+++ SUPPLIED ENTRIES +++

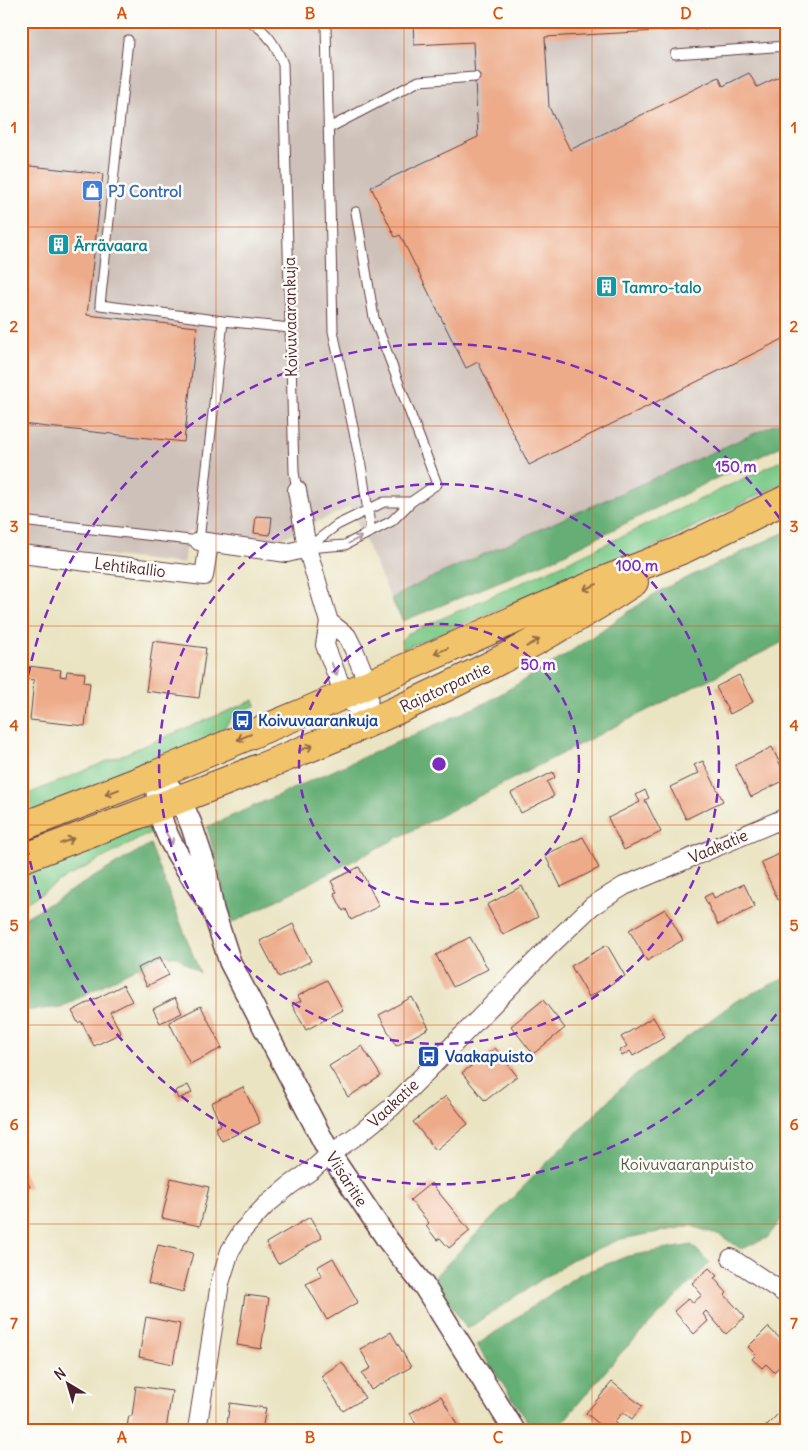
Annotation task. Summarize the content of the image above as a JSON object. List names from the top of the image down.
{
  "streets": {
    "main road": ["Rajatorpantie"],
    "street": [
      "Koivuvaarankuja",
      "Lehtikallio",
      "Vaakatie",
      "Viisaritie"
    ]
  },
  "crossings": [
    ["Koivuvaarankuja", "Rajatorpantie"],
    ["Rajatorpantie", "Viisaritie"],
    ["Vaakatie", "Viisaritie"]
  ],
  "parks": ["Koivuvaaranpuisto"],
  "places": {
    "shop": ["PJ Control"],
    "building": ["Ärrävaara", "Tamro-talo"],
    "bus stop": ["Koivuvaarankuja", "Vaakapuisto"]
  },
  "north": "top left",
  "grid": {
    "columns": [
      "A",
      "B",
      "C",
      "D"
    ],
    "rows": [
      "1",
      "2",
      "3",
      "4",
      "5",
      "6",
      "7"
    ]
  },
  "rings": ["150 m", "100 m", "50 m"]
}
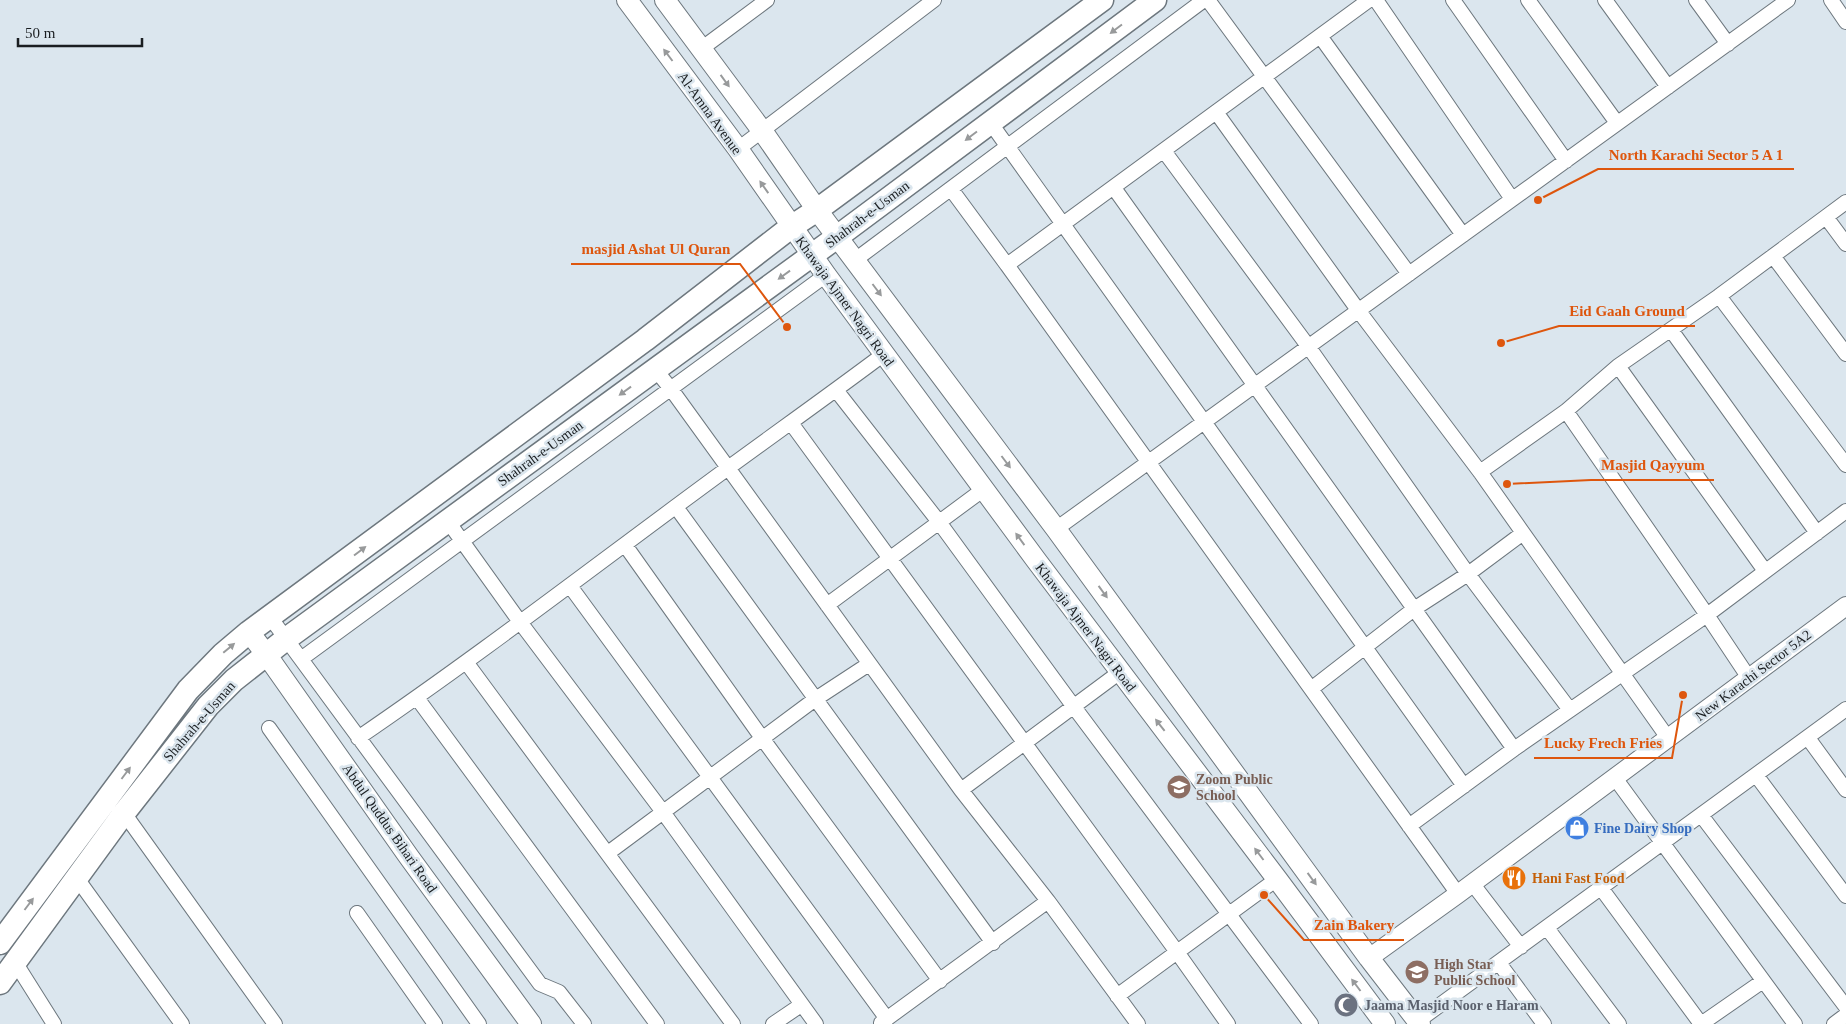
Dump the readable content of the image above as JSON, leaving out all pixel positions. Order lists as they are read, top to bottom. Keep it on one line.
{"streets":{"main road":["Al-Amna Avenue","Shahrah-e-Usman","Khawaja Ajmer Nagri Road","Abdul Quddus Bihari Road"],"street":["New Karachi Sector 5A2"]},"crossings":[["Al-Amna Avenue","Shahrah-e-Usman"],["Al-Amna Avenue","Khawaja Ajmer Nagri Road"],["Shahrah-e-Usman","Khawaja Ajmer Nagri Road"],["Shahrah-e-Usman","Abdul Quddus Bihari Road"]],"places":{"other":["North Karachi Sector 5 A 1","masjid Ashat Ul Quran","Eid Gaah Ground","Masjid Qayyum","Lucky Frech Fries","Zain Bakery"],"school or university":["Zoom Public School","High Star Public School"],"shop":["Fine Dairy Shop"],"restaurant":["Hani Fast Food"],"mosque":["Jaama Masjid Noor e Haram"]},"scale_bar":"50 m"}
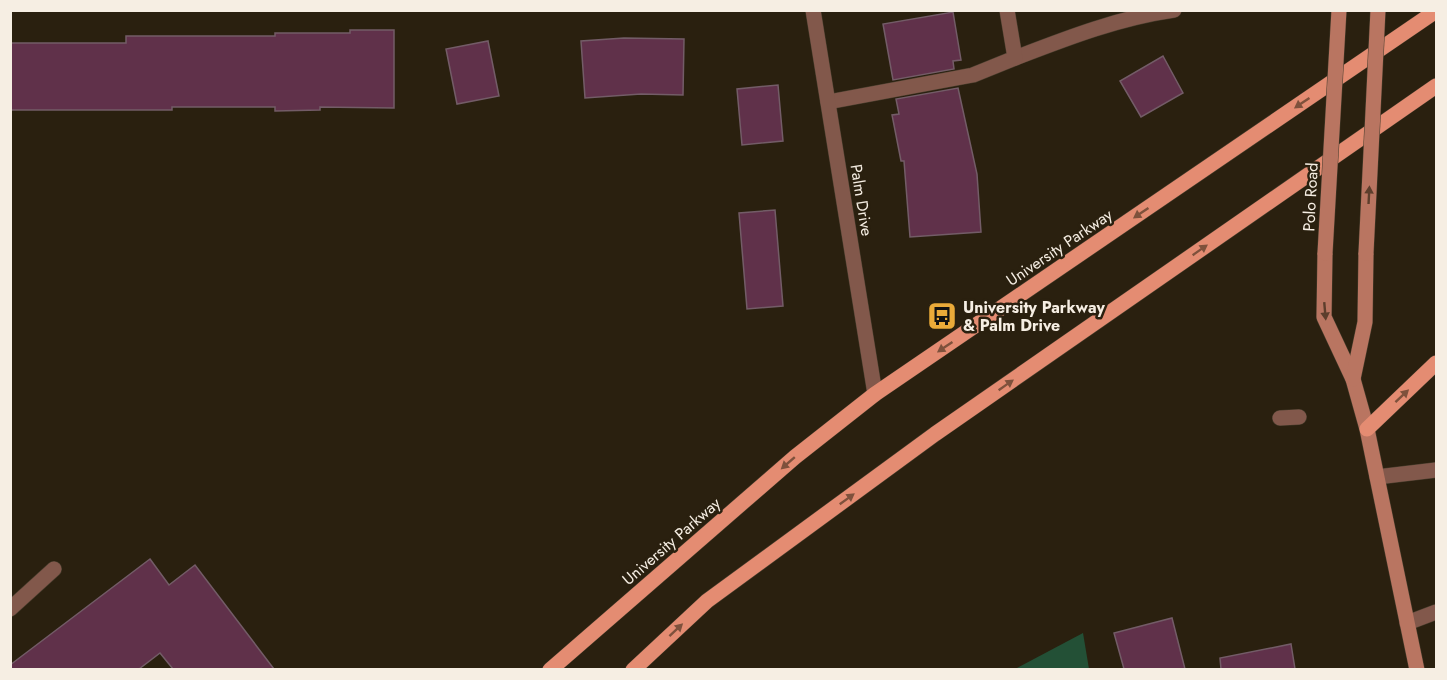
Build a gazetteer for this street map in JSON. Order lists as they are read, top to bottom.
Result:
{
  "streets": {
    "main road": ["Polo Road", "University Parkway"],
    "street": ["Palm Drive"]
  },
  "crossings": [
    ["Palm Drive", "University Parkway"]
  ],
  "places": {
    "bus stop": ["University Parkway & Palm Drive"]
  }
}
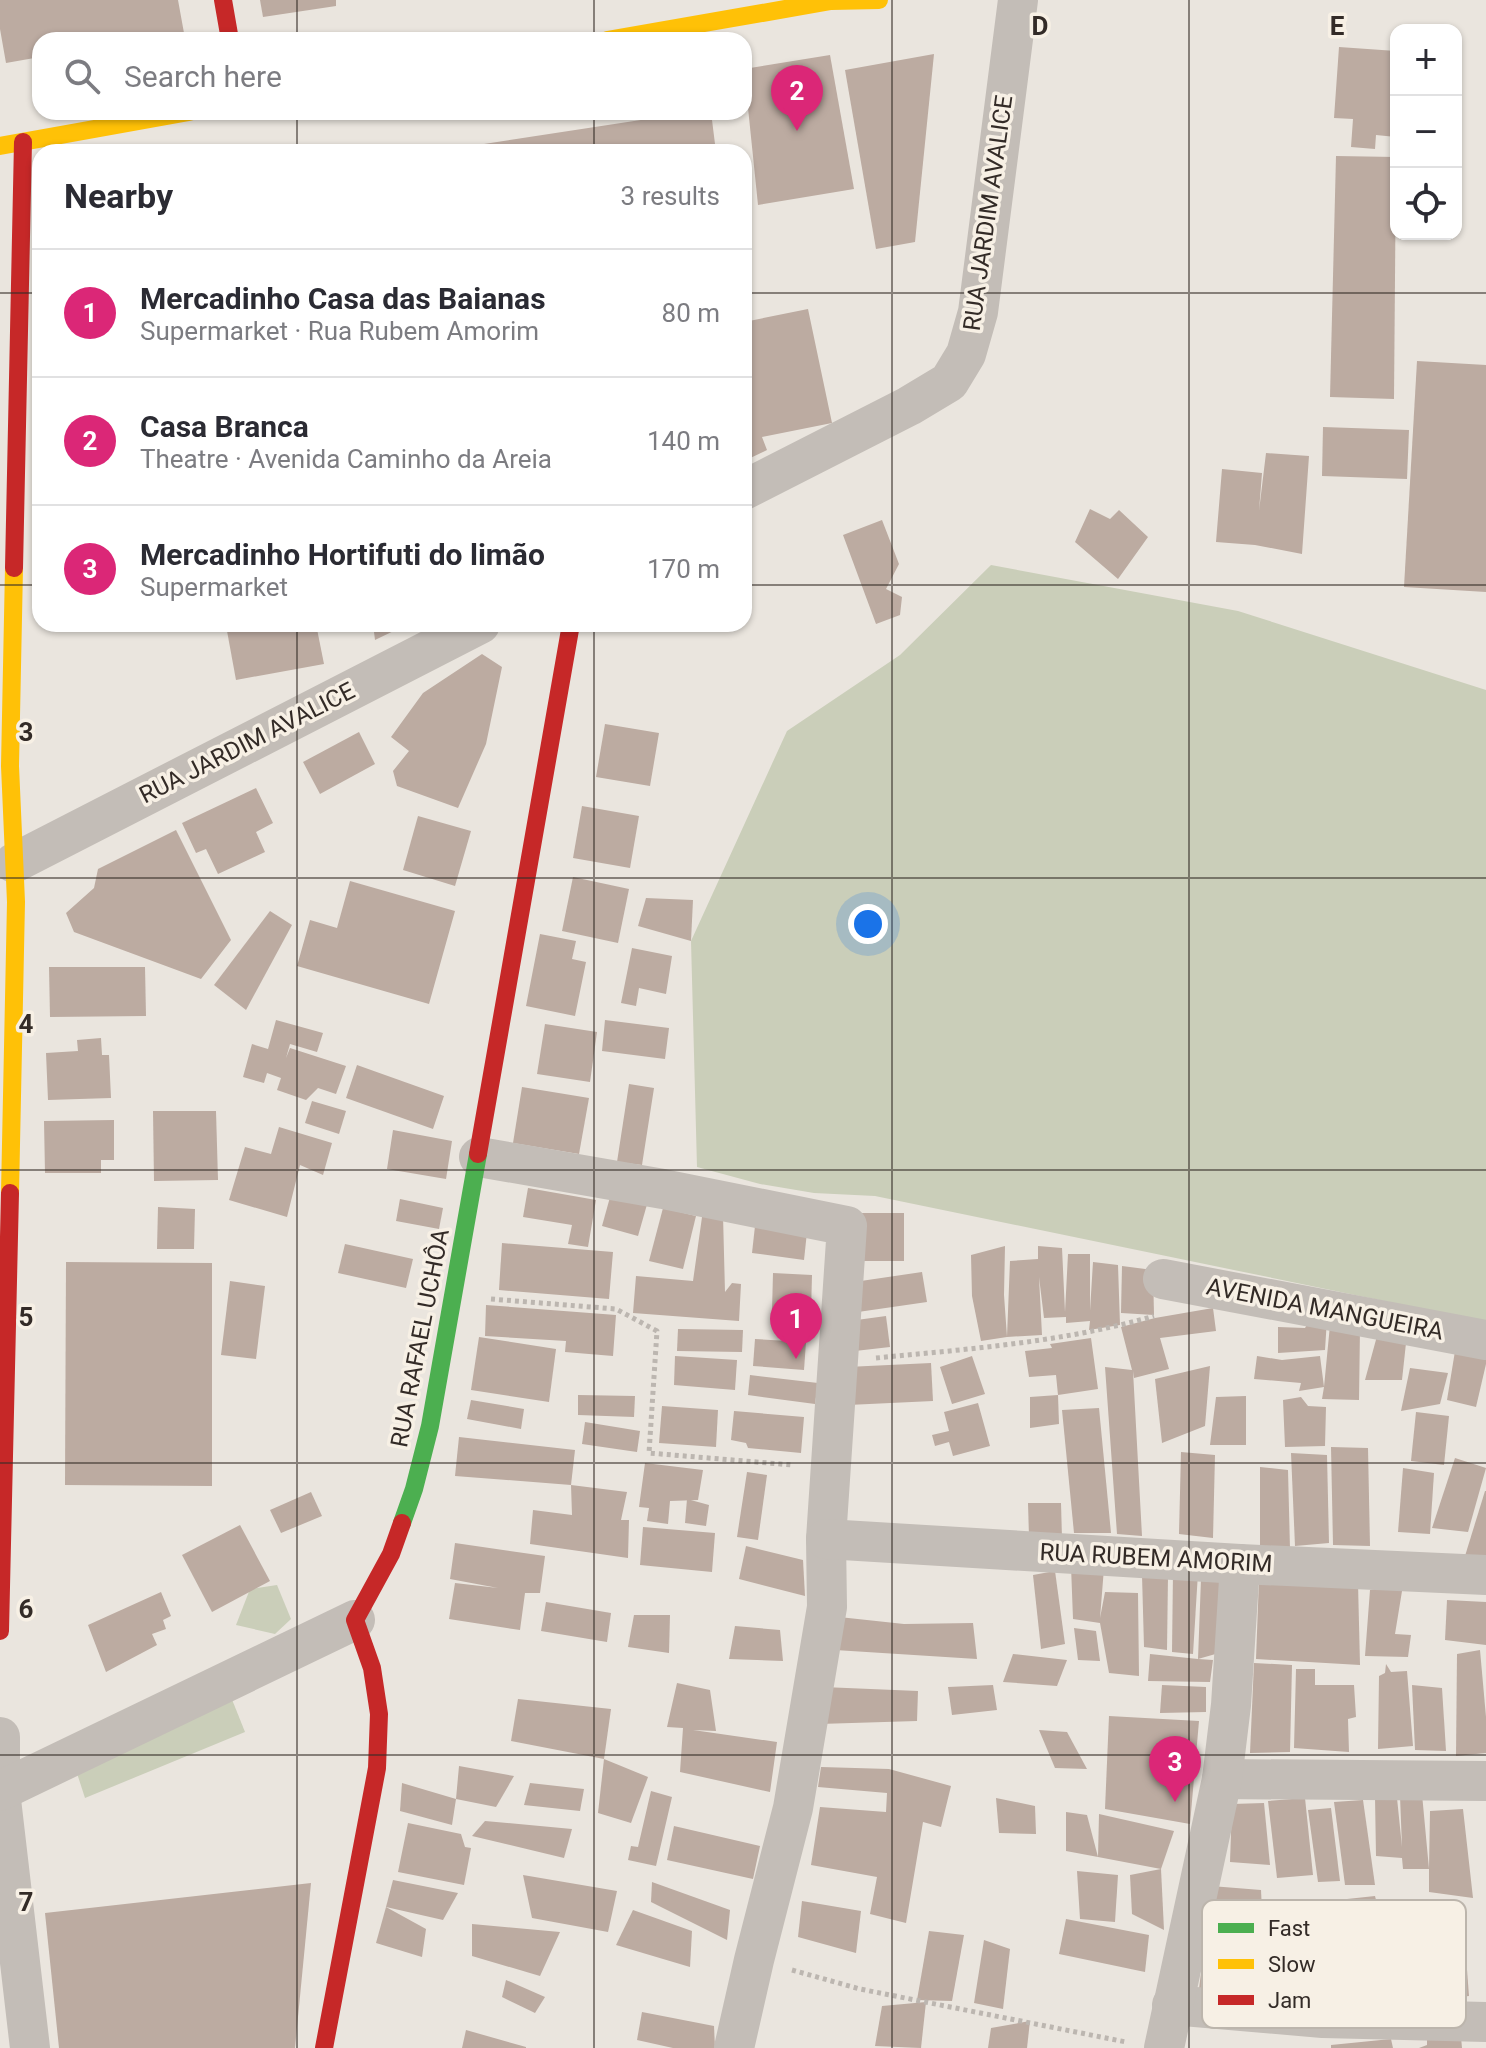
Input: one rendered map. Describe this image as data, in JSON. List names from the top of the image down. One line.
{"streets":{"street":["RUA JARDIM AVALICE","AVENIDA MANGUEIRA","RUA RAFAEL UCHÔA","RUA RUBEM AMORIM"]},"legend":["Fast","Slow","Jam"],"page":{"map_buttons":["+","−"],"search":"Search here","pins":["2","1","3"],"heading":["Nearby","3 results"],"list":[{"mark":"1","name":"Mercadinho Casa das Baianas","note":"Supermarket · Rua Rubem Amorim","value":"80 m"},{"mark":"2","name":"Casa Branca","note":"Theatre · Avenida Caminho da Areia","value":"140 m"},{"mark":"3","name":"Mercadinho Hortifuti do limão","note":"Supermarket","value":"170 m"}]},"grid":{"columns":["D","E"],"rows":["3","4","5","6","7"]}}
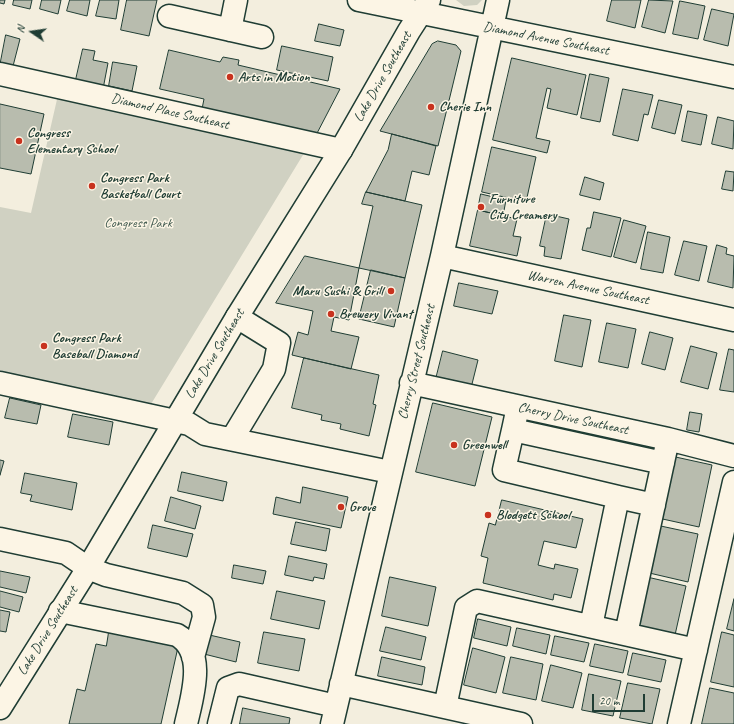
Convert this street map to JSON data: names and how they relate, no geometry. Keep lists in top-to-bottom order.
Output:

+++

TASK PROMPT: Give every record back exactly as it reads, with no images.

OUTPUT OF THE TASK:
Annotation task. Summarize the content of the image above as a JSON object. List names from the top of the image down.
{
  "streets": {
    "main road": ["Rajatorpantie"],
    "street": [
      "Koivuvaarankuja",
      "Lehtikallio",
      "Vaakatie",
      "Viisaritie"
    ]
  },
  "crossings": [
    ["Koivuvaarankuja", "Rajatorpantie"],
    ["Rajatorpantie", "Viisaritie"],
    ["Vaakatie", "Viisaritie"]
  ],
  "parks": ["Koivuvaaranpuisto"],
  "places": {
    "shop": ["PJ Control"],
    "building": ["Ärrävaara", "Tamro-talo"],
    "bus stop": ["Koivuvaarankuja", "Vaakapuisto"]
  },
  "north": "top left",
  "grid": {
    "columns": [
      "A",
      "B",
      "C",
      "D"
    ],
    "rows": [
      "1",
      "2",
      "3",
      "4",
      "5",
      "6",
      "7"
    ]
  },
  "rings": ["150 m", "100 m", "50 m"]
}
Dump the readable content of the image above as JSON, leaving out all pixel positions. Order lists as they are read, top to bottom. Keep it on one line.
{"streets":{"main road":["Al-Amna Avenue","Shahrah-e-Usman","Khawaja Ajmer Nagri Road","Abdul Quddus Bihari Road"],"street":["New Karachi Sector 5A2"]},"crossings":[["Al-Amna Avenue","Shahrah-e-Usman"],["Al-Amna Avenue","Khawaja Ajmer Nagri Road"],["Shahrah-e-Usman","Khawaja Ajmer Nagri Road"],["Shahrah-e-Usman","Abdul Quddus Bihari Road"]],"places":{"other":["North Karachi Sector 5 A 1","masjid Ashat Ul Quran","Eid Gaah Ground","Masjid Qayyum","Lucky Frech Fries","Zain Bakery"],"school or university":["Zoom Public School","High Star Public School"],"shop":["Fine Dairy Shop"],"restaurant":["Hani Fast Food"],"mosque":["Jaama Masjid Noor e Haram"]},"scale_bar":"50 m"}
Build a gazetteer for this street map in JSON. Order lists as they are read, top to bottom.
Result:
{
  "streets": {
    "main road": ["Polo Road", "University Parkway"],
    "street": ["Palm Drive"]
  },
  "crossings": [
    ["Palm Drive", "University Parkway"]
  ],
  "places": {
    "bus stop": ["University Parkway & Palm Drive"]
  }
}
Input: one rendered map. Describe this image as data, in JSON. List names from the top of the image down. One line.
{"streets":{"street":["RUA JARDIM AVALICE","AVENIDA MANGUEIRA","RUA RAFAEL UCHÔA","RUA RUBEM AMORIM"]},"legend":["Fast","Slow","Jam"],"page":{"map_buttons":["+","−"],"search":"Search here","pins":["2","1","3"],"heading":["Nearby","3 results"],"list":[{"mark":"1","name":"Mercadinho Casa das Baianas","note":"Supermarket · Rua Rubem Amorim","value":"80 m"},{"mark":"2","name":"Casa Branca","note":"Theatre · Avenida Caminho da Areia","value":"140 m"},{"mark":"3","name":"Mercadinho Hortifuti do limão","note":"Supermarket","value":"170 m"}]},"grid":{"columns":["D","E"],"rows":["3","4","5","6","7"]}}
Convert this street map to JSON data: names and how they relate, no geometry. Keep lists in top-to-bottom order.
Output:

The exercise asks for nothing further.